Toussaint pressed a dark chunk of food into René’s hand, saying it was not moose nose but pemmican. It had a burned, musty flavor and there were hairs in it and nodules of bright fat the color of a chicken’s foot. It was chewy stuff and the more he masticated it the more it swelled in his mouth. He took a gulp of whiskey and forced the pemmican down.

René had been thinking of what they said of their companion who would stay in Wobik with the fur packs, thinking of the man he had seen disappear into the spruce shadow, and he knew with sudden surety who it was.

“This one who stays in Wobik, does he have bad teeth?”

“Bad teeth? No. Chalice! He has no teeth at all. He dines on mush and broth. He cannot eat pemmican and would be a liability did he not prepare his own repasts.”

“Is his name perhaps Duquet? Or something else?”

“Duquet. How do you know?”

“He was an engagé with me, on the same ship and hired to the same man — your brother Monsieur Claude Trépagny. He disappeared into the woods one day. Your brother believes he was caught and eaten by the loup-garou.

“Hah! He was not eaten, or if so, only a little around the edges. He is a man of affairs. He knows the important men in the fur trade — even the English. He says he will be a rich man one day.”

René had his own idea of why Duquet did not wish to see Monsieur Trépagny.

• • •

The reunion of the brothers and their uncle Chama was noisy and sentimental.
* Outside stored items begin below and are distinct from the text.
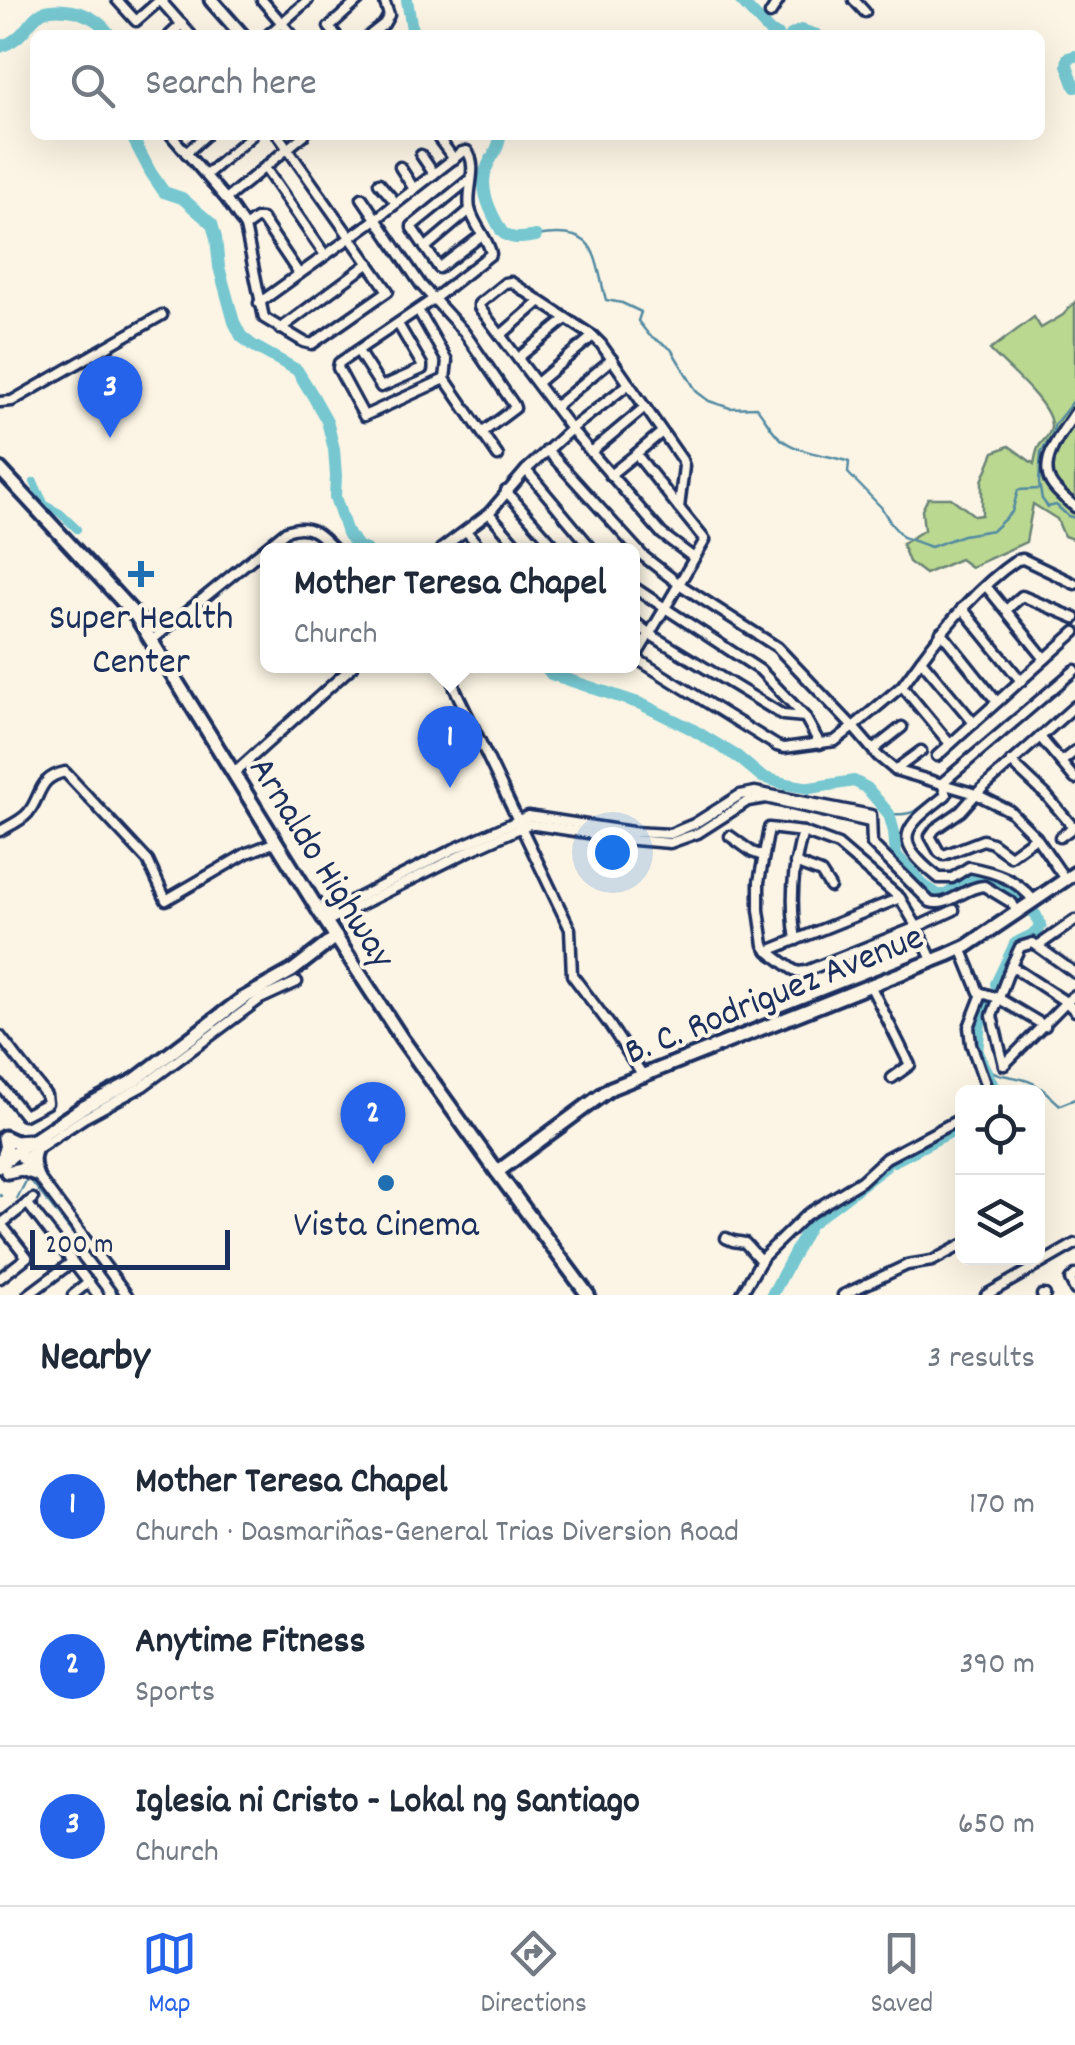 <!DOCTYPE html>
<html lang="en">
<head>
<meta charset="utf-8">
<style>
  :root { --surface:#fff; --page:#f6f6f7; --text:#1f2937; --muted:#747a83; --line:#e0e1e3; --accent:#2563eb }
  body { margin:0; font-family:Dekko,sans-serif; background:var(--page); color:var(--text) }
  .controls { position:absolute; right:30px; bottom:30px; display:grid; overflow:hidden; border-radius:15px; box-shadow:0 10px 40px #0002 }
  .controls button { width:90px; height:90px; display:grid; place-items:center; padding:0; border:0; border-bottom:2px solid var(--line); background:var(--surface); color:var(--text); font:50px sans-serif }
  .scale { position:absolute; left:30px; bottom:25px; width:200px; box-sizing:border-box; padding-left:10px; border:5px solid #1b2f5e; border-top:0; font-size:28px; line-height:35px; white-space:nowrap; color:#1b2f5e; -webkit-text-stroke:8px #fcf5e5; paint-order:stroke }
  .you { position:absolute; left:612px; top:852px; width:35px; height:35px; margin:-25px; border:8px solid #fff; border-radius:50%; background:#1a73e8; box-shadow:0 0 0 15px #1a73e833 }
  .badge { display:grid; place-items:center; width:65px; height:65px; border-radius:50%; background:var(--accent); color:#fff; font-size:32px; font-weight:700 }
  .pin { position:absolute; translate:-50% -82px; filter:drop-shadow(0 2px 5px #0008) }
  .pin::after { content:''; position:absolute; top:52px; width:35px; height:30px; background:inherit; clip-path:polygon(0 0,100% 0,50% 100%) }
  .popup { position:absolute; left:260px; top:543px; width:380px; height:130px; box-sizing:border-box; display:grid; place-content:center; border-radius:15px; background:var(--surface); filter:drop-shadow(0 2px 8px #0005); font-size:32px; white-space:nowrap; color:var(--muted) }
  .popup b { font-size:38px; color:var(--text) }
  .popup::after { content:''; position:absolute; left:50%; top:100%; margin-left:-20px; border:20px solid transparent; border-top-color:var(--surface) }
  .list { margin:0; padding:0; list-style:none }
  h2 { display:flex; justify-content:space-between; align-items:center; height:130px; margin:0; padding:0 40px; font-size:42px }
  h2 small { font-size:32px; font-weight:400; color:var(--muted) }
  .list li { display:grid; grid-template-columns:65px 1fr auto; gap:30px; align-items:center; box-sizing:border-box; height:160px; padding:0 40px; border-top:2px solid var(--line) }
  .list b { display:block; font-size:38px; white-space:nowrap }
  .list p { margin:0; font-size:32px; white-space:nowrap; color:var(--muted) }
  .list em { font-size:32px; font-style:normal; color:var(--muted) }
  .icon { flex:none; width:55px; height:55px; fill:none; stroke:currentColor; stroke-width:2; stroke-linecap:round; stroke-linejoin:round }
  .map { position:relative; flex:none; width:1075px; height:1295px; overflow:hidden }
  .search { position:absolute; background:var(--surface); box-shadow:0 10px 40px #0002; left:30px; right:30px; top:30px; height:110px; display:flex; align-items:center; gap:25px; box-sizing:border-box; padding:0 35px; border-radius:15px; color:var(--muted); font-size:38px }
  .sheet { height:610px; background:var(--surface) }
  nav { display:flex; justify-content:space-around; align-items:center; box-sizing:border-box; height:140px; border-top:2px solid var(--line); background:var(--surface); font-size:28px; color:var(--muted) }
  nav a { display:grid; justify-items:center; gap:5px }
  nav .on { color:var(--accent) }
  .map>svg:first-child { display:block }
  .green { fill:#bbd890; stroke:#6b8477; stroke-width:2.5 }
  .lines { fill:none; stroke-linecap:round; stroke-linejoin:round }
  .stream { stroke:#528aa2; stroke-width:2.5 }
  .canal { stroke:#76c7d0; stroke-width:8 }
  .river { stroke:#76c7d0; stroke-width:12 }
  .street-casing { stroke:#1b2f5e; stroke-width:15 }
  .secondary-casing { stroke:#1b2f5e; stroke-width:19 }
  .street { stroke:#fcf5e5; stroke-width:8 }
  .secondary { stroke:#fcf5e5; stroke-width:11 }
  .poi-dot { fill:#1f6fb2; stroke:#fcf5e5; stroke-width:4 }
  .labels { text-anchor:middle; stroke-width:8; stroke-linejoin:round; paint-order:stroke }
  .poi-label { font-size:38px; fill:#1b2f5e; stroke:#fcf5e5 }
  .street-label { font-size:38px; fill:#1b2f5e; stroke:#fcf5e5 }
</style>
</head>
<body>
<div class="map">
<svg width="1075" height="1295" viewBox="0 0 1075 1295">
  <rect width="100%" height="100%" fill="#fcf5e5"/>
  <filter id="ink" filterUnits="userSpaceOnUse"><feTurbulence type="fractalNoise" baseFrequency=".01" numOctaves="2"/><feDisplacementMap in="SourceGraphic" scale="20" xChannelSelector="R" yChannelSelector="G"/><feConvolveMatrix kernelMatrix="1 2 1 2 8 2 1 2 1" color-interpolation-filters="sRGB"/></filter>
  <g filter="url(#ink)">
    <path class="green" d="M1075,302V540L1064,536L1057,519L1033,504L1026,542L971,567L960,559L925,574L909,562L902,544L924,530L922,510L928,498H951L975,516L982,515V481L994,452L1009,446L1034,464C1035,459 1036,453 1038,448C1042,440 1050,437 1051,427C1053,405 1005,366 990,350L1034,317L1041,328L1063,315Z"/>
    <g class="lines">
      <g class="stream">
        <path d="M536,236C598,226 593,252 606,300L622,303L641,312L638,321L649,335L671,349L697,392L709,401L730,408L756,407C765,417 771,431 781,439C800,454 827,454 849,462L848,473L881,507L892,525L903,537L931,547L963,535L993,530L1012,512L1018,490L1040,489"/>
        <polyline points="1075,399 1055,424 1051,437 1041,452 1039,483 1042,499 1048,507 1056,505 1068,516 1075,518"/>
        <path d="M889,814C915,816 919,809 939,793"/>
        <path d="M985,1067C998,1077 1010,1075 1025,1080C1039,1084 1049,1095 1060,1105L1075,1099"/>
        <polyline points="0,1195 1,1196"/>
        <polyline points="17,1199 28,1177 113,1285 117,1294"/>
      </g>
      <polyline class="canal" points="34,482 45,505 60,513 77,529"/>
      <g class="river">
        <polyline points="407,0 412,29 416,35"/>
        <polyline points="740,0 771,33 778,35"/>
        <polyline points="791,35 801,30 817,35"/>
        <path d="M0,47C40,33 22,0 78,12C92,17 102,23 110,35"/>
        <polyline points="1075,56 1068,58 1067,65 1075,87"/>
        <polyline points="131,135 151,173 164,192 182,198 212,224 216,238 219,267 234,322 241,336 252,345 297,370 313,396 327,421 334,449 336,476 335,497 347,533 359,547 366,550"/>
        <path d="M500,135C500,148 492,155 487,167C478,188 491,213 502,232C512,241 523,238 536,236"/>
        <path d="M545,666L551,674L641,704L690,728L738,757L762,777L786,784L810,788L854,781L867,788L889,814L894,832L896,855L923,885L938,895H946L974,876C1004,885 1027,895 1041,925C1035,938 1025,936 1015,944L996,984"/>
        <polyline points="985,1002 980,1021 977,1053 996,1092"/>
        <polyline points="894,1161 962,1126"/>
        <polyline points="772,1295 810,1224 885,1167"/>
      </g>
      <g class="street-casing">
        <g id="street">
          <polyline points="117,0 136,21 160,0"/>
          <polyline points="160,0 191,35"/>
          <polyline points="262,0 292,35"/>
          <polyline points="854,0 865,12"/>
          <polyline points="770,14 779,0"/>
          <polyline points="170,35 182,24"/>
          <polyline points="268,35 308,0"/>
          <polyline points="336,35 329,27 359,0"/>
          <polyline points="370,35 384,24 389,15 384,0"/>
          <polyline points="171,135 226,199 245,227 264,318 304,342 312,344 388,291 278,135"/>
          <polyline points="439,139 454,159"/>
          <polyline points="186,153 206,135"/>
          <polyline points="421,155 434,174"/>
          <polyline points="400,167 414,189"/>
          <polyline points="265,168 325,255"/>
          <polyline points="206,175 252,135"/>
          <polyline points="470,179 412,226 412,228 439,268 482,235"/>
          <polyline points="379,183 396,203"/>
          <polyline points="362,198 421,285 464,332 514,405 515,408 483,432"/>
          <polyline points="226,199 304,135"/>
          <polyline points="245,227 256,219 262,219 299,274"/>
          <polyline points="425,248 470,210"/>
          <path d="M259,303L376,219L462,152L467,151C479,167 466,190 470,209C474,226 489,239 491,254L435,298L339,363L338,368L364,416L445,379"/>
          <polyline points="418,310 447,361 445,379 498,456"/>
          <polyline points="280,329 369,263"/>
          <polyline points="501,335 539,302"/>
          <polyline points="358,351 381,387 422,369 422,365 398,324"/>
          <polyline points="518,358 566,319"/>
          <polyline points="537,383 593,336"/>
          <polyline points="629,384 571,429 591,452 645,407"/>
          <polyline points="0,402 12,401 162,315"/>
          <polyline points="555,407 612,359"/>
          <path d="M1075,413C1063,431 1038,460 1051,483C1056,492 1067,500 1075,507"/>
          <polyline points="591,452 662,534 694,558"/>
          <polyline points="636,454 662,432"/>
          <polyline points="526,470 593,550"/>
          <polyline points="610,475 636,454 679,508"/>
          <polyline points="506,491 558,550"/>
          <polyline points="489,513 521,550"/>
          <polyline points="466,531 482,550"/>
          <polyline points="443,550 441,549 489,513 526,470 571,429 479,307 479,304 505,283 511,282 593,336 601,344 682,460 684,466 679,508 705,540 679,584 643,556 547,450"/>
          <polyline points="632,586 665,608 635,658"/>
          <polyline points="986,586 1045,659"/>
          <polyline points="962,608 1021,681"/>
          <polyline points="1006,610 1022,596 1075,618"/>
          <polyline points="632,620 651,635 783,715 805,717 820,744"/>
          <polyline points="941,632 997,702"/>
          <path d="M151,641L286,531C309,522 320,534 335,550"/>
          <polyline points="632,656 777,746 784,748 835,741 853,727 777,647 679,584 665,608 760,670 805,717"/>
          <polyline points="921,660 902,686 950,744"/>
          <polyline points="451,666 455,689 570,929 572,975 609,1024 644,1077"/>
          <polyline points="902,686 853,727 878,756 895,770 976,794 1010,811 1036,837 1065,879"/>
          <path d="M974,723L921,660C949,622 979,586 1017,560L1023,559L1075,584"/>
          <polyline points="1040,737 1075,779"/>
          <polyline points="873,750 902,727"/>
          <polyline points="937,756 1075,632"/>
          <polyline points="1011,762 1047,796 1073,827"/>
          <polyline points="1061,762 1075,751"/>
          <polyline points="895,770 921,751"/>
          <polyline points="233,774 353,666"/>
          <path d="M0,831C9,826 21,821 28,813C42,796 37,778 65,772L148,861L166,900L247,853L276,842"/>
          <polyline points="730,836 752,852 763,856"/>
          <polyline points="1036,837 1010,856 992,843 983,840 944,855 939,852 930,836 935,829 961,811 976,794 1075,706"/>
          <polyline points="1060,837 1075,826"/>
          <polyline points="795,863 821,873 830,887"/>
          <path d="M1034,901C1017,879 995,872 969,867L952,878H939C888,838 905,827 946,795L942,783L1075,670"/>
          <path d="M322,916L454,849L528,816L632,832L670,834L694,824L740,795L755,792L871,815L872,844L930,902C949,908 964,887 984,886L1012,903L1017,912"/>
          <polyline points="326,922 471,850 529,824 634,840 670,843 698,833 748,801 766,798 870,822"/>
          <path d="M796,940C790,903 792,868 803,832"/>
          <polyline points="1038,946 1075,920"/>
          <polyline points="961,948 979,992 998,998 1045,1026"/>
          <polyline points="768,951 900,898"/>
          <polyline points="933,962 917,927 900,898 838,845 803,832 769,828 759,882 759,910 764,945 768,951 792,969 798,972 806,971 917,927 954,910"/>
          <polyline points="870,985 910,1065 892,1078"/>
          <polyline points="982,994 969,1027 971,1044 988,1092"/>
          <polyline points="1075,995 1066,1002 1075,1011"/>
          <polyline points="1004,1065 992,1016 1011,966 1020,947 1033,943 1075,973"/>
          <polyline points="1004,1065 1066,1002 1011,966"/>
          <polyline points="0,1085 24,1115 47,1103 46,1095 0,1036"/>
          <polyline points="20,1156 40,1179 127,1295"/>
          <polyline points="22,1159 84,1118 143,1086 260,999 297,982"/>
          <polyline points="27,1203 98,1295"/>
          <polyline points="726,1238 733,1241 745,1243 761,1261"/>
          <polyline points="1075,1275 1070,1280 1075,1290"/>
          <polyline points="0,1278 27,1257 1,1224 33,1199"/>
          <polyline points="28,1295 72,1262"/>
          <polyline points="73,1295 89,1282"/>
          <polyline points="741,1295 763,1257 806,1215 861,1181 886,1158 962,1118"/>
          <polyline points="843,1295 907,1265 932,1261 962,1245"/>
          <polyline points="986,1295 1075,1244"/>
          <polyline points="1042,1295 1045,1295"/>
        </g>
      </g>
      <g class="secondary-casing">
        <g id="secondary">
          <polyline points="211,0 242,35"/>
          <polyline points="0,469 136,616 319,911 402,1039 497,1172 588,1295"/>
          <polyline points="1,1162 6,1149 4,1137 15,1142 28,1141"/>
          <polyline points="0,1166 16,1152 82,1108 135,1080 242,999 292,971 336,937"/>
          <polyline points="7,1172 21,1169 36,1174"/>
          <polyline points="497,1172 611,1088 947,955 967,946 1075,873"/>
          <path d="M36,1174C30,1159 34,1150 42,1137"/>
        </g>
      </g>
      <use href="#street" class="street"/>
      <use href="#secondary" class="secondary"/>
    </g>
  </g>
  <g class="poi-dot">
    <path d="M136 559h10v10h10v10h-10v10h-10v-10h-10v-10h10z"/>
    <circle cx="386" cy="1183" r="10"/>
  </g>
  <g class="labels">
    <g class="poi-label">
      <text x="141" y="628">Super Health<tspan x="141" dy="44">Center</tspan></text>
      <text x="386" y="1235">Vista Cinema</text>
    </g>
    <g class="street-label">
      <text transform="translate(324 861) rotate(58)" y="13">Arnaldo Highway</text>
      <text transform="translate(773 992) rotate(-22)" y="13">B. C. Rodriguez Avenue</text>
    </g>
  </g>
</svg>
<div class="controls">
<button><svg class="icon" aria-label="locate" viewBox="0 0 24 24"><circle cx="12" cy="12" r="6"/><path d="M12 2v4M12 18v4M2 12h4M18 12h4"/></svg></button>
<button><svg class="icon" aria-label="layers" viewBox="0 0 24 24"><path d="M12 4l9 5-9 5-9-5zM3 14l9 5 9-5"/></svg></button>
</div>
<div class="scale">200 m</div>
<div class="you"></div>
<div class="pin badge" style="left:450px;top:788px">1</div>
<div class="popup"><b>Mother Teresa Chapel</b>Church</div>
<div class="pin badge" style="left:373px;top:1164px">2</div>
<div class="pin badge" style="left:110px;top:438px">3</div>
<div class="search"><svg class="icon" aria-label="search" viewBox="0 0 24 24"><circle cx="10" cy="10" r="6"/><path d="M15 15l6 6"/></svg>Search here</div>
</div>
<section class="sheet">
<h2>Nearby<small>3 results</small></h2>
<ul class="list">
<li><span class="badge">1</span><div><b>Mother Teresa Chapel</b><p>Church · Dasmariñas-General Trias Diversion Road</p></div><em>170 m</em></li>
<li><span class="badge">2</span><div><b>Anytime Fitness</b><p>Sports</p></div><em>390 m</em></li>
<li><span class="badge">3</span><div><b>Iglesia ni Cristo - Lokal ng Santiago</b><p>Church</p></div><em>650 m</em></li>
</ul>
</section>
<nav>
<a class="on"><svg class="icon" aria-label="map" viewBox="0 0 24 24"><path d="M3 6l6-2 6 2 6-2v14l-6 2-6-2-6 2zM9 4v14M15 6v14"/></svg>Map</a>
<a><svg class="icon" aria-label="directions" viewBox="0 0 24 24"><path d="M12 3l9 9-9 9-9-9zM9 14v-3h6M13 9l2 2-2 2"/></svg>Directions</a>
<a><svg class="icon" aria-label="saved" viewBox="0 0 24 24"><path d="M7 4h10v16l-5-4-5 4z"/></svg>Saved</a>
</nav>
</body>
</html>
They all wept, embraced, cursed, swigged whiskey, slapped each other on the back, looked earnestly at one another, wept again and talked. The brothers disapproved of the clearing. Their own way of life left no scars on the land, they said, denuded no forests. They glided through the waterways and in seconds the wake of their passage vanished in the stream flow and the forests remained as they had been, silent and endless.

“Uncle, you must come back with us to the high country, what good times we’ll have again.”

But Chama smiled sadly. He had a spine deformity that every year twisted him a little more sideways. He was no longer able to bear the hard voyageur life, a statement which motivated the pitiless brothers to describe tremendous paddling feats — twenty hours, thirty hours — without a pause. They named heroes of the water, wept for the memory of a friend who broke his leg so that the bone protruded from the bunched flesh. They had put him up to his neck in the icy water to die.